Auf dem Bamberger Domberg stand einmal die Tattermannsäule und stellte den Nabel der Welt dar. Heute erinnert ein modernes Kunstwerk daran: eine in den Boden eingelassene Granitplatte. Doch viel weiß man über die Tattermannsäule tatsächlich nicht. Und was hatte es mit dem Nabel der Welt überhaupt auf sich?
1779 waren die Bauarbeiten vor dem Bamberger Dom in vollem Gange. Um einen Zugang zur unteren Stadt zu erreichen wurde der Domplatz einplaniert und auf ein niedrigeres Niveau gebracht. Im Zuge dieser Bauarbeiten hatte der Fürstbischöfliche Geheime Kanzlist Johann Georg Endres (1736-1802) die Säule vermessen, gezeichnet und beschrieben. Daher wissen wir heute genau, dass sie bis zum 11./12. Januar 1779 auf dem Domberg stand. Wann sie dort jedoch aufgestellt wurde, ist nicht bekannt.

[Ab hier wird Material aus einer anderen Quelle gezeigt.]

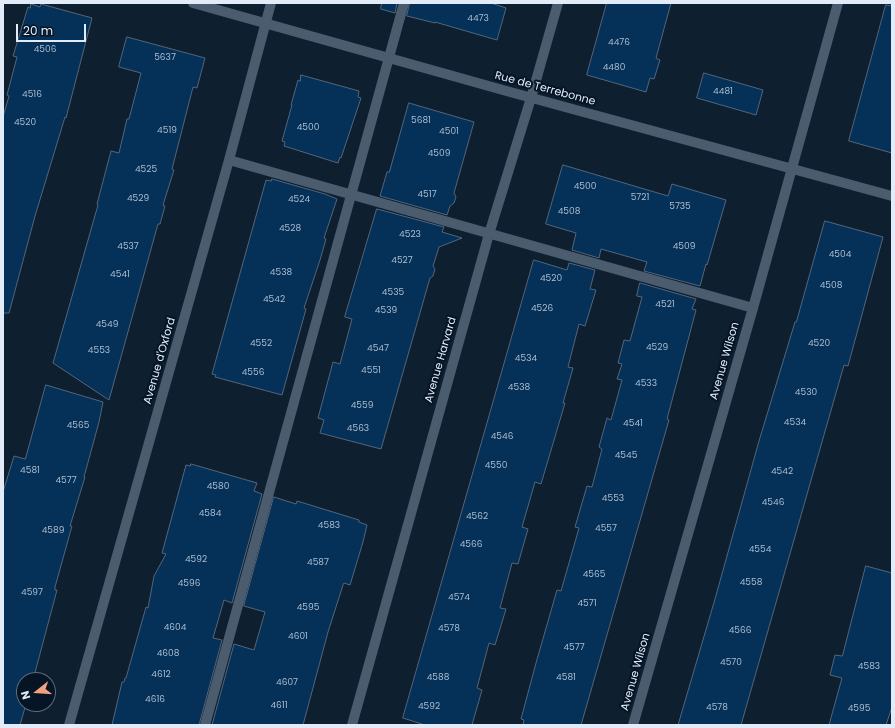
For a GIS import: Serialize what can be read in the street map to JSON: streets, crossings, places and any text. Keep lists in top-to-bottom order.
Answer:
{
  "streets": {
    "street": [
      "Rue de Terrebonne",
      "Avenue Harvard",
      "Avenue d'Oxford",
      "Avenue Wilson"
    ]
  },
  "crossings": [
    ["Rue de Terrebonne", "Avenue Harvard"],
    ["Rue de Terrebonne", "Avenue d'Oxford"],
    ["Rue de Terrebonne", "Avenue Wilson"]
  ],
  "house_numbers": [
    "4473",
    "4476",
    "4506",
    "5637",
    "4480",
    "4481",
    "4516",
    "5681",
    "4520",
    "4500",
    "4519",
    "4501",
    "4509",
    "4525",
    "4500",
    "4517",
    "5721",
    "4529",
    "4524",
    "5735",
    "4508",
    "4528",
    "4523",
    "4537",
    "4509",
    "4504",
    "4527",
    "4538",
    "4541",
    "4520",
    "4508",
    "4535",
    "4542",
    "4521",
    "4526",
    "4539",
    "4549",
    "4552",
    "4520",
    "4529",
    "4547",
    "4553",
    "4534",
    "4551",
    "4556",
    "4533",
    "4538",
    "4530",
    "4559",
    "4534",
    "4541",
    "4565",
    "4563",
    "4546",
    "4545",
    "4550",
    "4581",
    "4542",
    "4577",
    "4580",
    "4553",
    "4546",
    "4584",
    "4562",
    "4583",
    "4557",
    "4589",
    "4566",
    "4554",
    "4592",
    "4587",
    "4565",
    "4558",
    "4596",
    "4597",
    "4574",
    "4571",
    "4595",
    "4604",
    "4578",
    "4566",
    "4601",
    "4577",
    "4608",
    "4570",
    "4583",
    "4612",
    "4588",
    "4581",
    "4607",
    "4616",
    "4611",
    "4592",
    "4578",
    "4595"
  ],
  "scale_bar": "20 m",
  "north": "left"
}
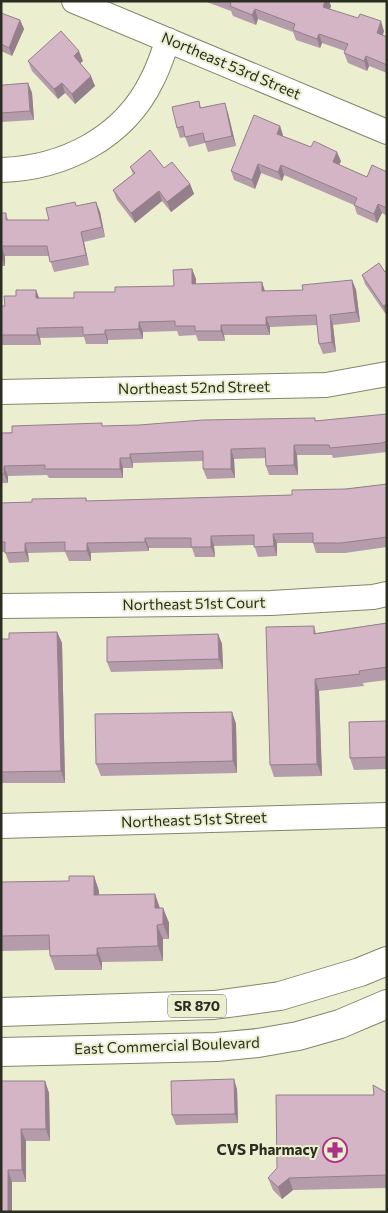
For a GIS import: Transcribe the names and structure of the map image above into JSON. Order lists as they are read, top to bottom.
{
  "streets": {
    "main road": ["SR 870", "East Commercial Boulevard"],
    "street": [
      "Northeast 53rd Street",
      "Northeast 52nd Street",
      "Northeast 51st Court",
      "Northeast 51st Street"
    ]
  },
  "places": {
    "pharmacy": ["CVS Pharmacy"]
  }
}
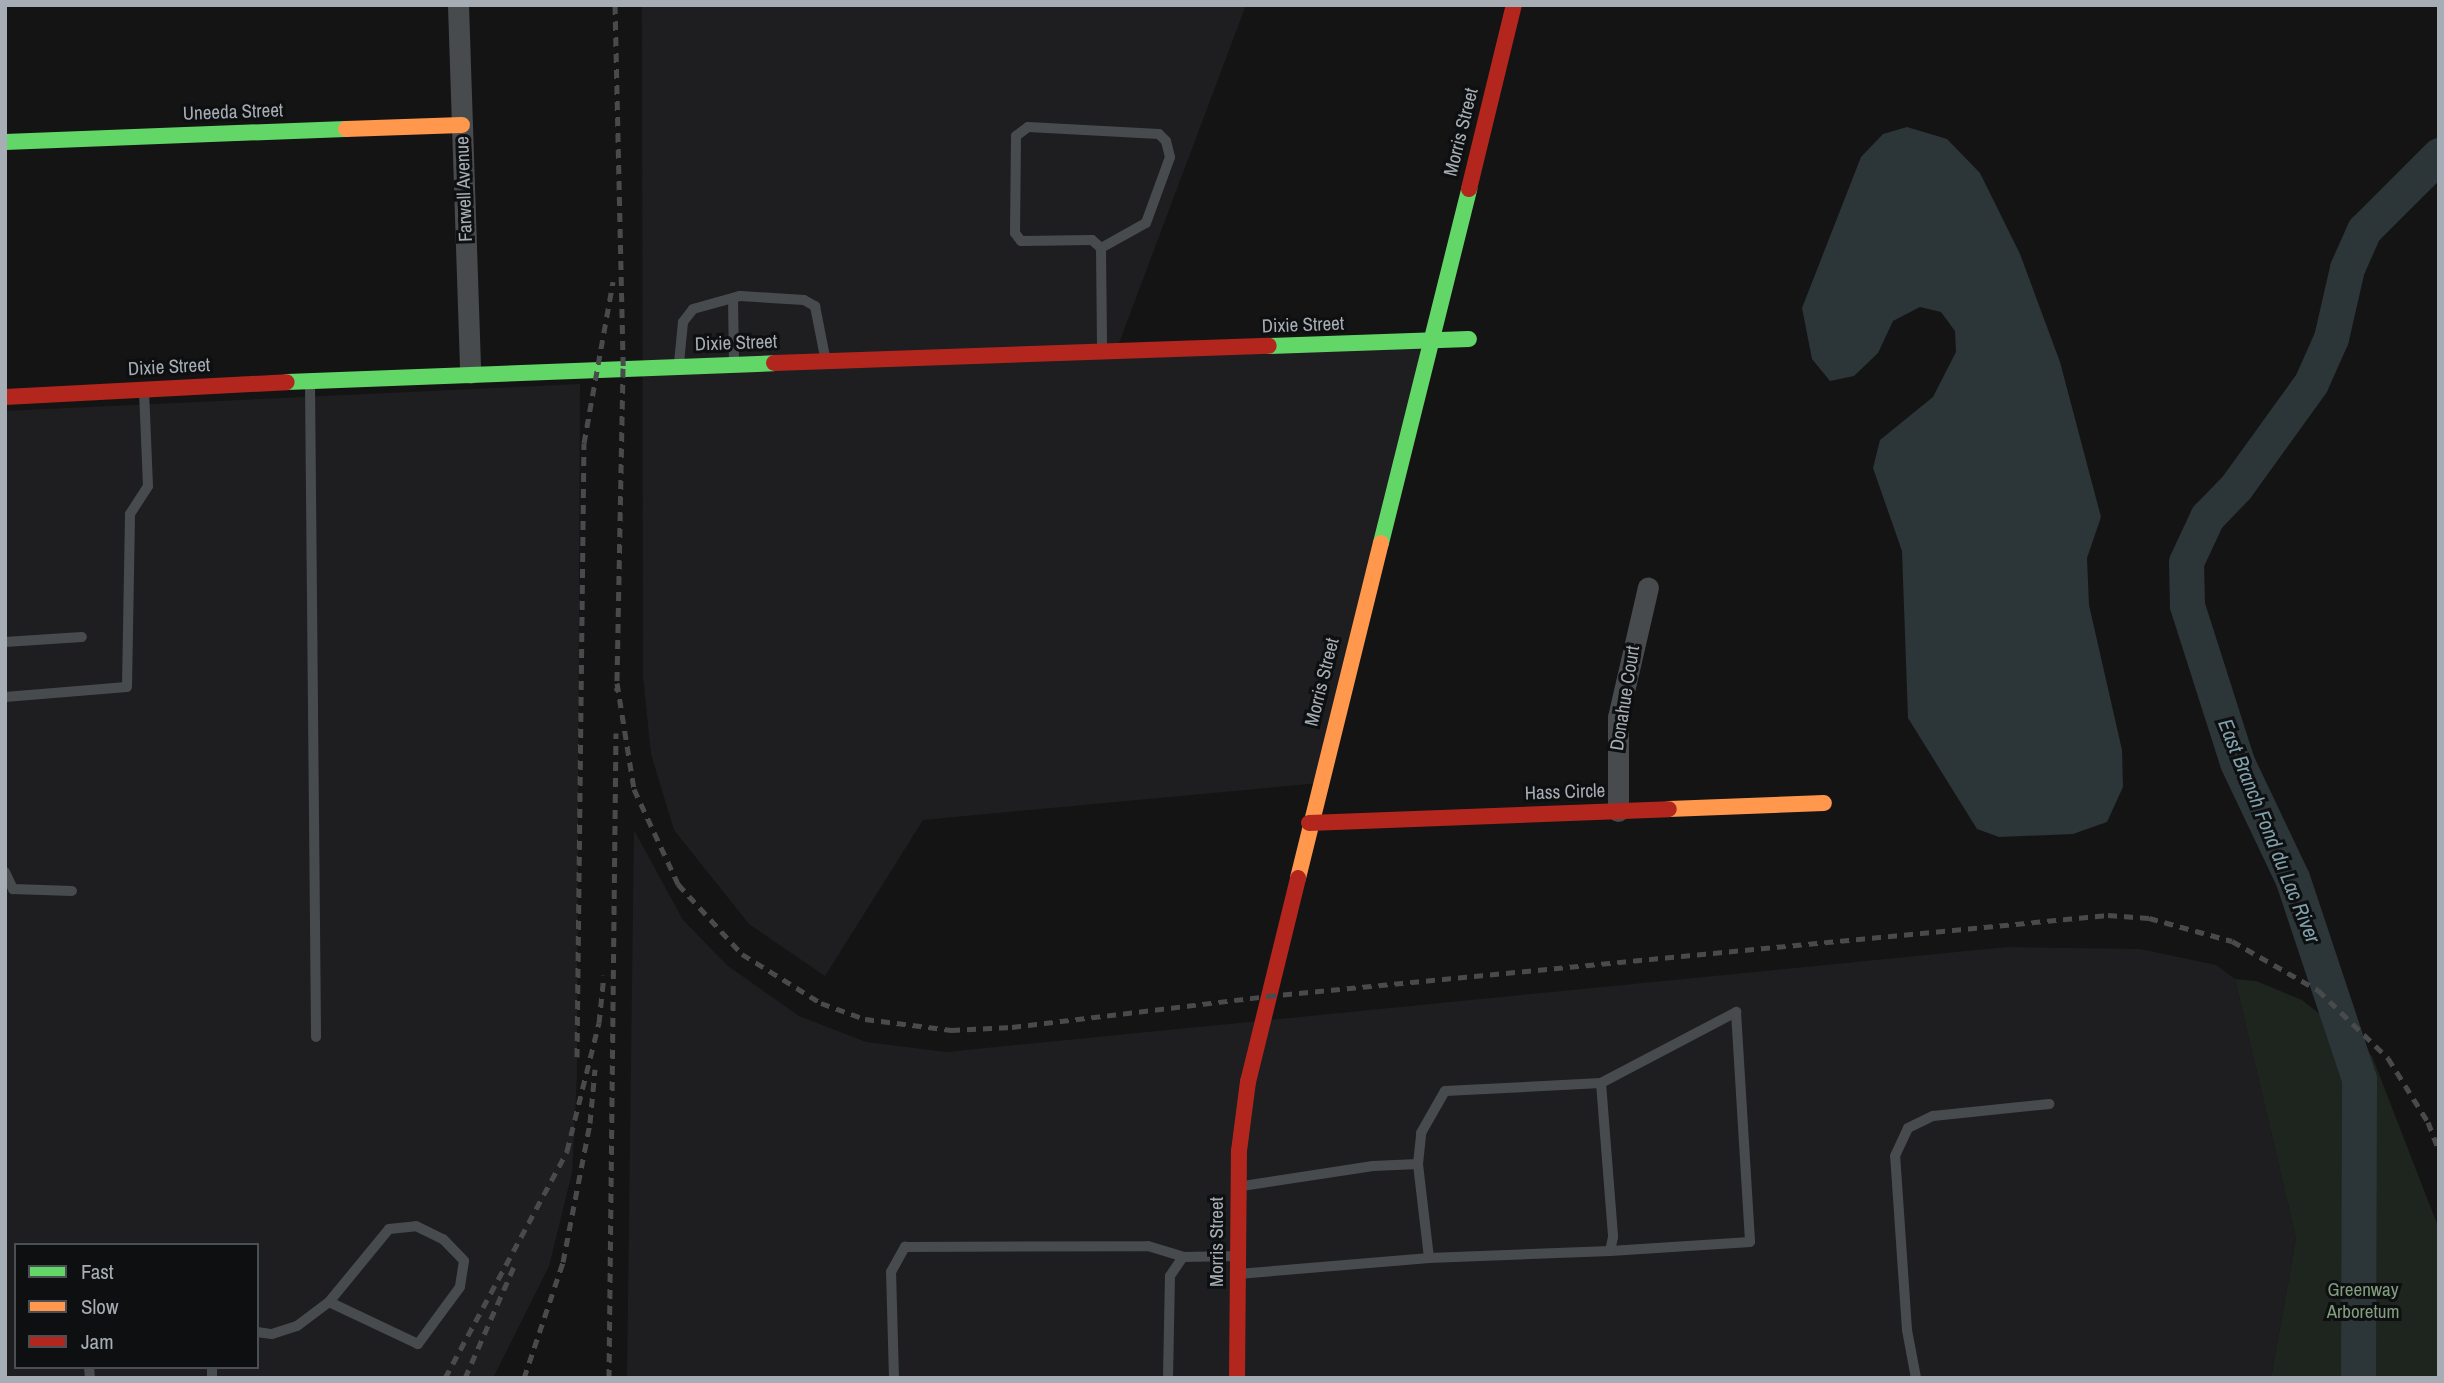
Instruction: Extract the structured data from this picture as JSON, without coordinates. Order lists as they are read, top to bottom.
{
  "streets": {
    "street": [
      "Uneeda Street",
      "Morris Street",
      "Farwell Avenue",
      "Dixie Street",
      "Donahue Court",
      "Hass Circle"
    ]
  },
  "crossings": [
    ["Uneeda Street", "Farwell Avenue"],
    ["Morris Street", "Dixie Street"],
    ["Morris Street", "Hass Circle"],
    ["Farwell Avenue", "Dixie Street"],
    ["Donahue Court", "Hass Circle"]
  ],
  "water": ["East Branch Fond du Lac River"],
  "parks": ["Greenway Arboretum"],
  "legend": ["Fast", "Slow", "Jam"]
}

Was wir über die Säule wissen
Nach der Beschreibung von Endres in Verbindung mit diversen bildlichen Darstellungen, lässt sich die Tattermannsäule auf eine Höhe von 8,42 m schätzen. Sie bestand aus einer runden Säule mit einer krönenden Figur auf einer Kugel. Rund um das Kapitell – dem oberen Abschluss der Säule – waren vermutlich jeweils eine Löwen-, Adler- und Stierfigur als Evangelistensymbole angebracht. Die bildlichen Quellen sind hier aber widersprüchlich, sodass dies nicht eindeutig geklärt werden kann. Die Darstellungen der krönenden Figur zeigen einen schlanken, wohl bis auf ein Lendentuch nackten Menschen, der die rechte Hand abgewinkelt über den Kopf erhebt. Linke Hand und Arm hängen leicht angewinkelt am Körper herab. Vermutlich handelte es sich um eine Christusdarstellung. Eine Löwenfigur im Bamberger Museum wird der Tattermannsäule zugeschrieben, wodurch diese in das 14. Jahrhundert datiert werden kann. Sicher ist das allerdings nicht. Die älteste Darstellung der Säule stammt aus dem Berliner Kupferstichkabinett aus dem Jahr 1476.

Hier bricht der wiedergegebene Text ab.